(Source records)
┄┄┄┄┄┄┄┄┄┄┄┄┄┄┄┄┄┄┄┄

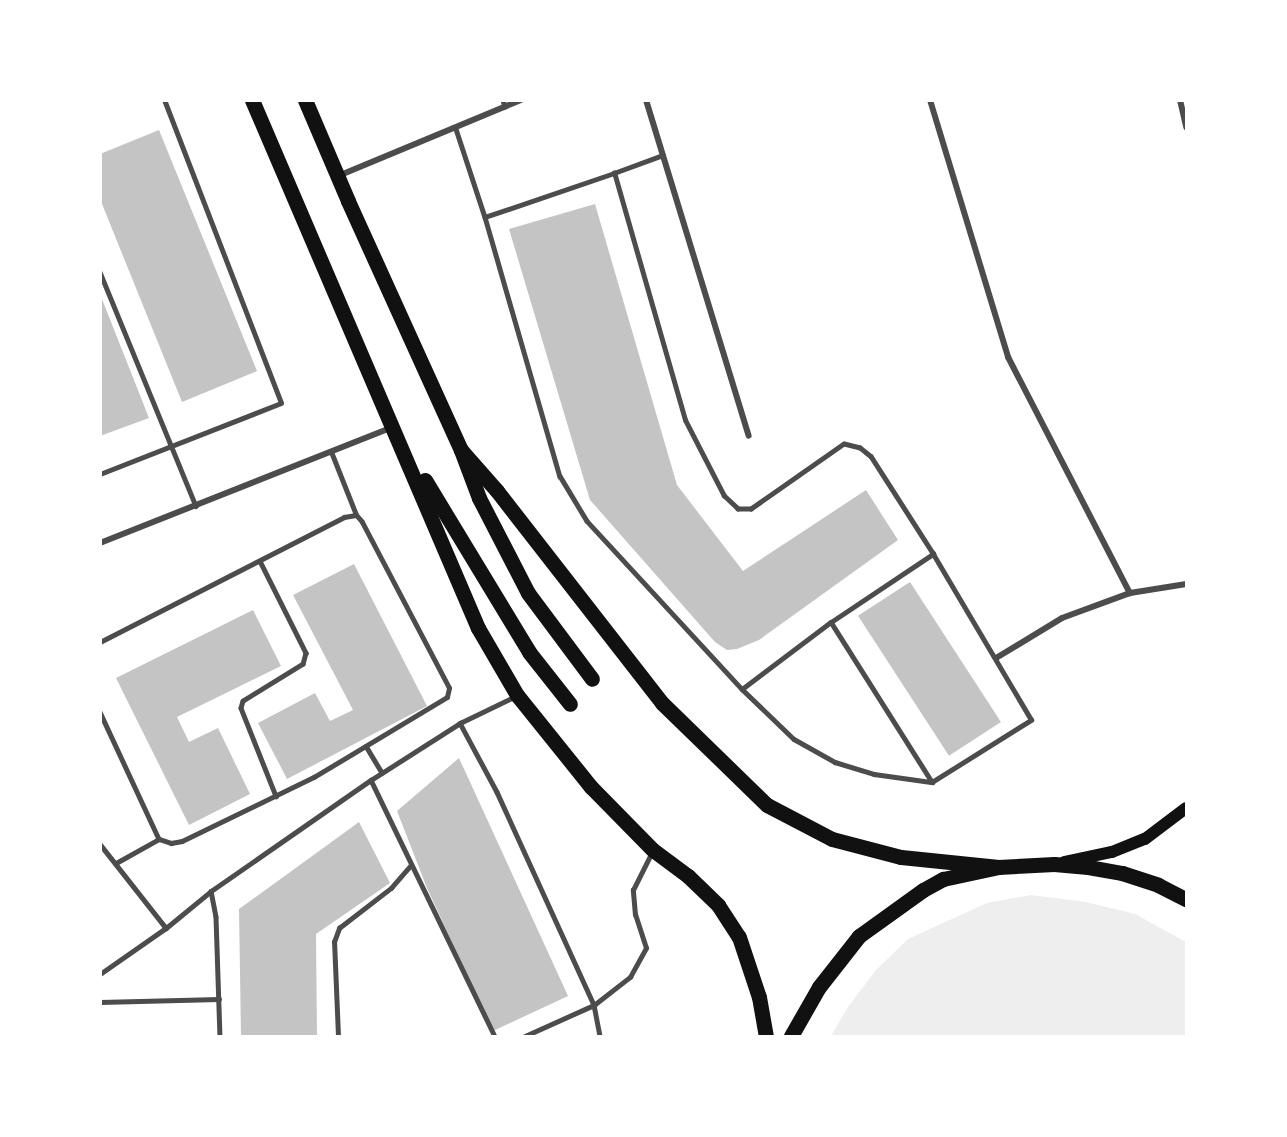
<!DOCTYPE html>
<html>
<head>
<meta charset="utf-8">
<style>
  body { margin:0 }
  #map { position:relative; width:1287px; height:1137px; overflow:hidden; background:#fff; font-family:Bitter,serif }
  div>[style] { position:absolute }
  .green>* { inset:0; background:#eee }
  .building>* { inset:0; background:#c4c4c4; transform-origin:0 0 }
  .service>* { height:4.5px; margin:-2.25px; padding:0 2.25px; transform-origin:2.25px; border-radius:2.25px; background:#4c4c4c }
  .minor>* { height:6px; margin:-3px; padding:0 3px; transform-origin:3px; border-radius:3px; background:#4c4c4c }
  .secondary>* { height:12px; margin:-6px; padding:0 6px; transform-origin:6px; border-radius:6px; background:#111 }
  .primary>* { height:15px; margin:-7.5px; padding:0 7.5px; transform-origin:7.5px; border-radius:7.5px; background:#111 }
  span { translate:-50% -50%; white-space:nowrap; text-align:center; line-height:1.15; -webkit-text-stroke:4.5px #fff; paint-order:stroke }
  .frame { position:absolute; inset:0; border:102px solid #fff; pointer-events:none }
</style>
</head>
<body>
<div id="map">
  <div class="green">
    <i style="clip-path:polygon(1031px 895px,1086px 902px,1135px 914px,1186px 942px,1186px 1036px,831px 1036px,848px 1007px,876px 970px,908px 939px,987px 903px)"></i>
  </div>
  <div class="building">
    <i style="clip-path:polygon(159px 130px,257px 371px,182px 402px,100px 199px,100px 154px)"></i>
    <i style="clip-path:polygon(595px 204px,677px 485px,743px 571px,866px 490px,898px 540px,759px 640px,737px 649px,727px 650px,715px 642px,590px 500px,509px 229px)"></i>
    <i style="clip-path:polygon(100px 294px,149px 418px,100px 436px)"></i>
    <i style="clip-path:polygon(354px 564px,427px 706px,287px 779px,258px 723px,315px 693px,330px 721px,353px 710px,293px 595px)"></i>
    <i style="left:910px;top:582px;width:167px;height:62px;rotate:57deg"></i>
    <i style="clip-path:polygon(253px 610px,281px 666px,177px 717px,189px 742px,218px 728px,250px 794px,189px 825px,116px 678px)"></i>
    <i style="clip-path:polygon(459px 758px,568px 996px,493px 1031px,427px 888px,397px 811px)"></i>
    <i style="clip-path:polygon(359px 822px,390px 883px,316px 934px,317px 1036px,241px 1036px,239px 909px)"></i>
  </div>
  <div class="service">
    <i style="left:503px;top:100px;width:7px;rotate:74deg"></i>
    <i style="left:456px;top:129px;width:93px;rotate:71.8deg"></i>
    <i style="left:485px;top:217px;width:270px;rotate:73.9deg"></i>
    <i style="left:560px;top:476px;width:52px;rotate:59deg"></i>
    <i style="left:587px;top:521px;width:229px;rotate:47.3deg"></i>
    <i style="left:742px;top:689px;width:111px;rotate:-37deg"></i>
    <i style="left:831px;top:622px;width:123px;rotate:-33.7deg"></i>
    <i style="left:933px;top:554px;width:115px;rotate:-122.6deg"></i>
    <i style="left:871px;top:457px;width:14px;rotate:-141deg"></i>
    <i style="left:860px;top:448px;width:16px;rotate:-166deg"></i>
    <i style="left:844px;top:444px;width:113px;rotate:145deg"></i>
    <i style="left:751px;top:509px;width:13px;rotate:180deg"></i>
    <i style="left:738px;top:509px;width:19px;rotate:-137deg"></i>
    <i style="left:724px;top:496px;width:85px;rotate:-117.2deg"></i>
    <i style="left:685px;top:420px;width:257px;rotate:-106deg"></i>
    <i style="left:614px;top:173px;width:52px;rotate:-20.2deg"></i>
    <i style="left:485px;top:217px;width:136px;rotate:-18.8deg"></i>
    <i style="left:100px;top:272px;width:253px;rotate:67.7deg"></i>
    <i style="left:100px;top:474px;width:194px;rotate:-21.4deg"></i>
    <i style="left:281px;top:403px;width:325px;rotate:-111.1deg"></i>
    <i style="left:260px;top:561px;width:103px;rotate:63.4deg"></i>
    <i style="left:306px;top:653px;width:11px;rotate:105deg"></i>
    <i style="left:303px;top:664px;width:70px;rotate:148.3deg"></i>
    <i style="left:243px;top:701px;width:7px;rotate:106deg"></i>
    <i style="left:241px;top:708px;width:95px;rotate:68.3deg"></i>
    <i style="left:831px;top:622px;width:189px;rotate:57.7deg"></i>
    <i style="left:100px;top:642px;width:274px;rotate:-27.1deg"></i>
    <i style="left:344px;top:517px;width:12px;rotate:-9deg"></i>
    <i style="left:742px;top:689px;width:72px;rotate:43.9deg"></i>
    <i style="left:794px;top:739px;width:47px;rotate:29.3deg"></i>
    <i style="left:835px;top:762px;width:41px;rotate:17.1deg"></i>
    <i style="left:874px;top:774px;width:59px;rotate:7.9deg"></i>
    <i style="left:932px;top:782px;width:117px;rotate:-32.1deg"></i>
    <i style="left:1031px;top:720px;width:193px;rotate:-120.6deg"></i>
    <i style="left:100px;top:712px;width:140px;rotate:65.1deg"></i>
    <i style="left:460px;top:723px;width:78px;rotate:61.8deg"></i>
    <i style="left:497px;top:792px;width:234px;rotate:65.5deg"></i>
    <i style="left:594px;top:1005px;width:32px;rotate:79deg"></i>
    <i style="left:366px;top:746px;width:31px;rotate:59deg"></i>
    <i style="left:371px;top:780px;width:284px;rotate:64.2deg"></i>
    <i style="left:100px;top:844px;width:107px;rotate:51.8deg"></i>
    <i style="left:116px;top:863px;width:49px;rotate:-29.2deg"></i>
    <i style="left:159px;top:839px;width:13px;rotate:18deg"></i>
    <i style="left:171px;top:843px;width:11px;rotate:-10deg"></i>
    <i style="left:182px;top:841px;width:147px;rotate:-25.9deg"></i>
    <i style="left:314px;top:777px;width:155px;rotate:-31deg"></i>
    <i style="left:447px;top:697px;width:9px;rotate:-77deg"></i>
    <i style="left:449px;top:688px;width:187px;rotate:-117.7deg"></i>
    <i style="left:362px;top:522px;width:9px;rotate:-131deg"></i>
    <i style="left:356px;top:515px;width:68px;rotate:-111.6deg"></i>
    <i style="left:211px;top:891px;width:26px;rotate:79deg"></i>
    <i style="left:216px;top:917px;width:119px;rotate:88.1deg"></i>
    <i style="left:100px;top:974px;width:80px;rotate:-34.9deg"></i>
    <i style="left:166px;top:928px;width:58px;rotate:-39.4deg"></i>
    <i style="left:211px;top:891px;width:195px;rotate:-34.8deg"></i>
    <i style="left:371px;top:780px;width:106px;rotate:-32.6deg"></i>
    <i style="left:460px;top:723px;width:62px;rotate:-25.7deg"></i>
    <i style="left:100px;top:1002px;width:119px;rotate:-1.4deg"></i>
    <i style="left:338px;top:1036px;width:94px;rotate:-92.4deg"></i>
    <i style="left:334px;top:942px;width:15px;rotate:-70deg"></i>
    <i style="left:339px;top:928px;width:66px;rotate:-37.6deg"></i>
    <i style="left:391px;top:888px;width:30px;rotate:-49deg"></i>
    <i style="left:525px;top:1036px;width:76px;rotate:-24.2deg"></i>
    <i style="left:594px;top:1005px;width:46px;rotate:-37.9deg"></i>
    <i style="left:630px;top:977px;width:33px;rotate:-61deg"></i>
    <i style="left:646px;top:948px;width:35px;rotate:-108deg"></i>
    <i style="left:635px;top:915px;width:25px;rotate:-95deg"></i>
    <i style="left:633px;top:890px;width:40px;rotate:-63.4deg"></i>
  </div>
  <div class="minor">
    <i style="left:646px;top:100px;width:351px;rotate:73deg"></i>
    <i style="left:930px;top:100px;width:269px;rotate:73.1deg"></i>
    <i style="left:1008px;top:357px;width:266px;rotate:62.7deg"></i>
    <i style="left:1180px;top:100px;width:28px;rotate:77deg"></i>
    <i style="left:338px;top:176px;width:198px;rotate:-22.6deg"></i>
    <i style="left:100px;top:543px;width:315px;rotate:-21.6deg"></i>
    <i style="left:996px;top:658px;width:77px;rotate:-31.2deg"></i>
    <i style="left:1062px;top:618px;width:72px;rotate:-20.2deg"></i>
    <i style="left:1130px;top:593px;width:57px;rotate:-9.1deg"></i>
  </div>
  <div class="secondary">
    <i style="left:1064px;top:862px;width:49px;rotate:-11.8deg"></i>
    <i style="left:1112px;top:852px;width:35px;rotate:-22deg"></i>
    <i style="left:1145px;top:839px;width:51px;rotate:-37.1deg"></i>
  </div>
  <div class="primary">
    <i style="left:252px;top:100px;width:574px;rotate:66.83deg"></i>
    <i style="left:478px;top:628px;width:78px;rotate:59.8deg"></i>
    <i style="left:517px;top:695px;width:118px;rotate:51.2deg"></i>
    <i style="left:591px;top:787px;width:88px;rotate:45.5deg"></i>
    <i style="left:653px;top:850px;width:44px;rotate:36.6deg"></i>
    <i style="left:688px;top:876px;width:42px;rotate:44deg"></i>
    <i style="left:718px;top:905px;width:38px;rotate:57deg"></i>
    <i style="left:739px;top:937px;width:63px;rotate:71.6deg"></i>
    <i style="left:759px;top:997px;width:40px;rotate:80deg"></i>
    <i style="left:305px;top:100px;width:110px;rotate:66.9deg"></i>
    <i style="left:348px;top:201px;width:273px;rotate:65.6deg"></i>
    <i style="left:461px;top:450px;width:51px;rotate:69.4deg"></i>
    <i style="left:479px;top:498px;width:107px;rotate:62.7deg"></i>
    <i style="left:528px;top:593px;width:107px;rotate:53.3deg"></i>
    <i style="left:461px;top:450px;width:55px;rotate:48.7deg"></i>
    <i style="left:497px;top:491px;width:269px;rotate:52.1deg"></i>
    <i style="left:662px;top:703px;width:146px;rotate:44.2deg"></i>
    <i style="left:767px;top:805px;width:73px;rotate:27.6deg"></i>
    <i style="left:832px;top:839px;width:71px;rotate:14.6deg"></i>
    <i style="left:901px;top:857px;width:98px;rotate:5.9deg"></i>
    <i style="left:425px;top:480px;width:201px;rotate:58.8deg"></i>
    <i style="left:529px;top:652px;width:66px;rotate:51.7deg"></i>
    <i style="left:791px;top:1036px;width:56px;rotate:-60.3deg"></i>
    <i style="left:819px;top:987px;width:65px;rotate:-51.9deg"></i>
    <i style="left:859px;top:936px;width:79px;rotate:-35.7deg"></i>
    <i style="left:923px;top:890px;width:23px;rotate:-29deg"></i>
    <i style="left:943px;top:879px;width:56px;rotate:-12.3deg"></i>
    <i style="left:998px;top:867px;width:56px;rotate:-3.1deg"></i>
    <i style="left:1054px;top:864px;width:34px;rotate:5deg"></i>
    <i style="left:1088px;top:867px;width:35px;rotate:10deg"></i>
    <i style="left:1122px;top:873px;width:38px;rotate:18deg"></i>
    <i style="left:1158px;top:885px;width:31px;rotate:27deg"></i>
  </div>
  <div class="frame"></div>
</div>
</body>
</html>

┄┄┄┄┄┄┄┄┄┄┄┄┄┄┄┄┄┄┄┄

**What you need to do**
The first line of the entries, the line containing "inset:0; background:#c4c4c4; transform-origin:0", and every line between them are to be output exactly; pictures are not.

**Answer to the exercise**
<!DOCTYPE html>
<html>
<head>
<meta charset="utf-8">
<style>
  body { margin:0 }
  #map { position:relative; width:1287px; height:1137px; overflow:hidden; background:#fff; font-family:Bitter,serif }
  div>[style] { position:absolute }
  .green>* { inset:0; background:#eee }
  .building>* { inset:0; background:#c4c4c4; transform-origin:0 0 }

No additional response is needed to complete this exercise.